Bugtraq mailing list archives

Re: sshd1 allows unencrypted sessions regardless of server policy


From: mhw () WITTSEND COM (Michael H. Warfield)
Date: Tue, 14 Dec 1999 14:35:05 -0500


        One nit in what was a good analysis over-all...

On Tue, Dec 14, 1999 at 04:43:32PM +0100, Markus Friedl wrote:
[I am posting this here since nobody seems to take care of ssh-1.2.27]

        I would like to bite on that line, but I think I'll be a good boy
today...

        [...]

Because passphrase-less hostkeys are 'encrypted' with cipher "none"
the code for this cipher is always compiled into the programs.  This
way the client is free to choose "none" and no server will complain.

        AFAIK...  The passpharse-less host keys are encrypted with 3-DES
and no password.  They were, at one time, encrypted with IDEA with no
password.  This is according to the documentation (specifically some
remarks Tatu made in the Changes file).  As you discovered with this hole,
reality may differ from documentation space.

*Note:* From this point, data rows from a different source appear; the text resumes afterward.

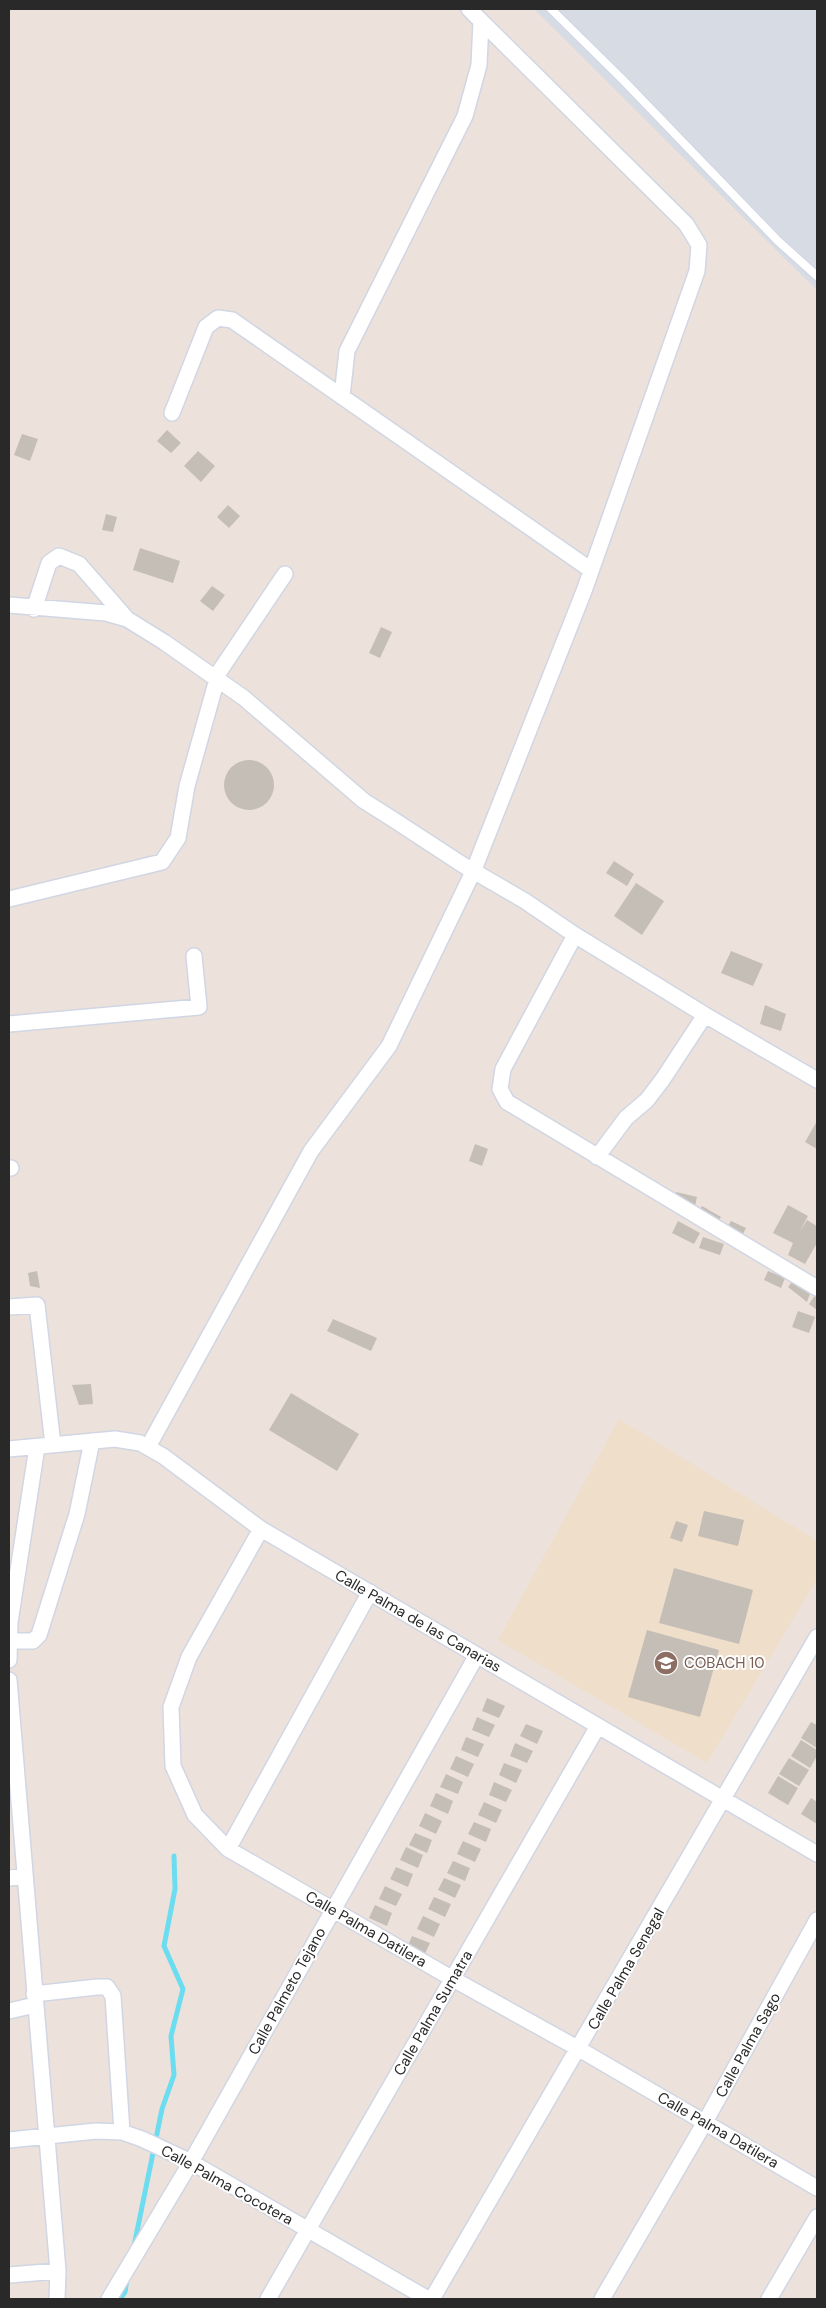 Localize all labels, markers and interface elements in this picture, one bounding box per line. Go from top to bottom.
street label: Calle Palma de las Canarias [331,1565,505,1677]
school or university icon: COBACH 10 [653,1650,679,1676]
place label: COBACH 10 [684,1653,765,1673]
street label: Calle Palma Datilera [302,1886,430,1972]
street label: Calle Palma Senegal [583,1904,669,2034]
street label: Calle Palmeto Tejano [244,1924,330,2058]
street label: Calle Palma Sumatra [389,1947,477,2079]
street label: Calle Palma Sago [711,1989,785,2101]
street label: Calle Palma Datilera [654,2087,782,2173]
street label: Calle Palma Cocotera [157,2140,297,2230] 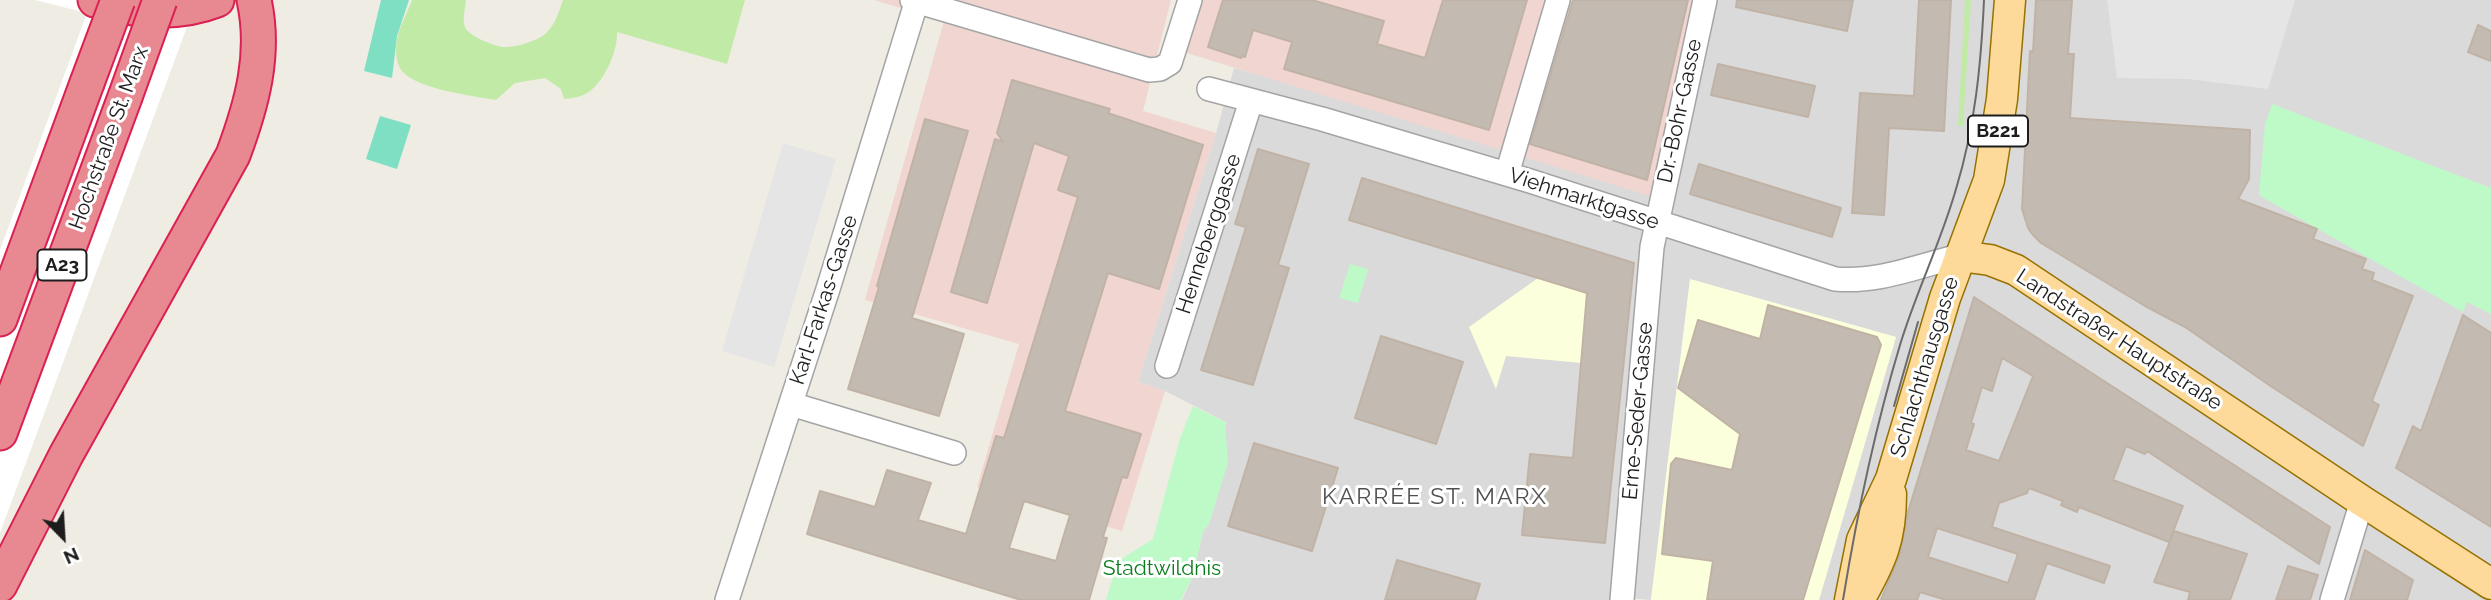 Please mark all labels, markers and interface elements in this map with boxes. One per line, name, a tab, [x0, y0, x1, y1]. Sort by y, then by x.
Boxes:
street label: Dr.-Bohr-Gasse	[1652, 37, 1708, 185]
street label: Hochstraße St. Marx	[64, 43, 154, 233]
road number: B221	[1968, 116, 2028, 146]
street label: Henneberggasse	[1171, 151, 1247, 317]
street label: Viehmarktgasse	[1506, 163, 1662, 235]
street label: Karl-Farkas-Gasse	[785, 212, 863, 388]
road number: A23	[38, 249, 86, 280]
street label: Landstraßer Hauptstraße	[2011, 264, 2227, 416]
street label: Schlachthausgasse	[1886, 274, 1964, 460]
street label: Erne-Seder-Gasse	[1618, 321, 1658, 501]
district label: KARRÉE ST. MARX	[1324, 483, 1546, 511]
north arrow	[28, 502, 98, 572]
text: N	[60, 543, 83, 569]
park label: Stadtwildnis	[1103, 556, 1221, 582] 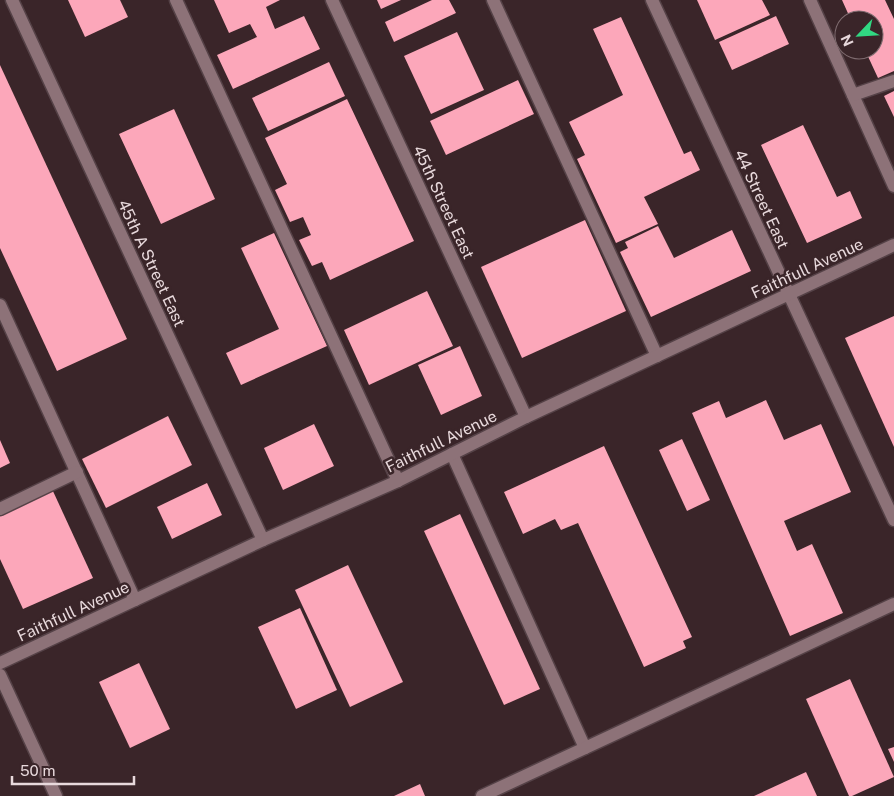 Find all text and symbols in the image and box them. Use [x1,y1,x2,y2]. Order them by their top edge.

        I know about this because I ran smack into a compatibility
problem upgrading a number of my older hosts to use OpenSSH.  If the host
key was generated with an old enough version of SSH (around 1.2.8 or so),
the host key was encrypted with IDEA, which OpenSSH does not support.  That
meant that just after upgrading to OpenSSH, you're toast because the daemon
can not read the host key (error is "unsupported encryption algorithm").  The
solution is to run "ssh-keygen -u /etc/ssh_host_key" (modify for your host
key location), using the ssh-keygen program from ssh-1.2.27, prior to the
ugrade (the OpenSSH keygen program can't read the old key either and doesn't
support the -u option).  According to the ssh docs, that re-encrypts the host
key in the default algorithm (3-DES in the case of 1.2.27).  No harm is done
by running "ssh-keygen -u" on a newer key.

        So...  You say the host key is not encrypted.  The documentation
says that it's encrypted 3-DES with no passphrase.  I know that older
host keys were encrypted with an algorithm which OpenSSH can not read
(and identifies it by number as IDEA).  I also know that running ssh-keygen
on the host key corrects the incompatibility.  It could be that the new
host key is encrypted with 3-DES and no password as stated in the docs or
it could be that it's encrypted with NONE.  Both would account for the
behavior I've seen.  Since you've already discovered one discrepancy, a
second one is not that unlikely...

        Like I said...  Just a nit...

        Mike

--
 Michael H. Warfield    |  (770) 985-6132   |  mhw () WittsEnd com
  (The Mad Wizard)      |  (770) 331-2437   |  http://www.wittsend.com/mhw/
  NIC whois:  MHW9      |  An optimist believes we live in the best of all
 PGP Key: 0xDF1DD471    |  possible worlds.  A pessimist is sure of it!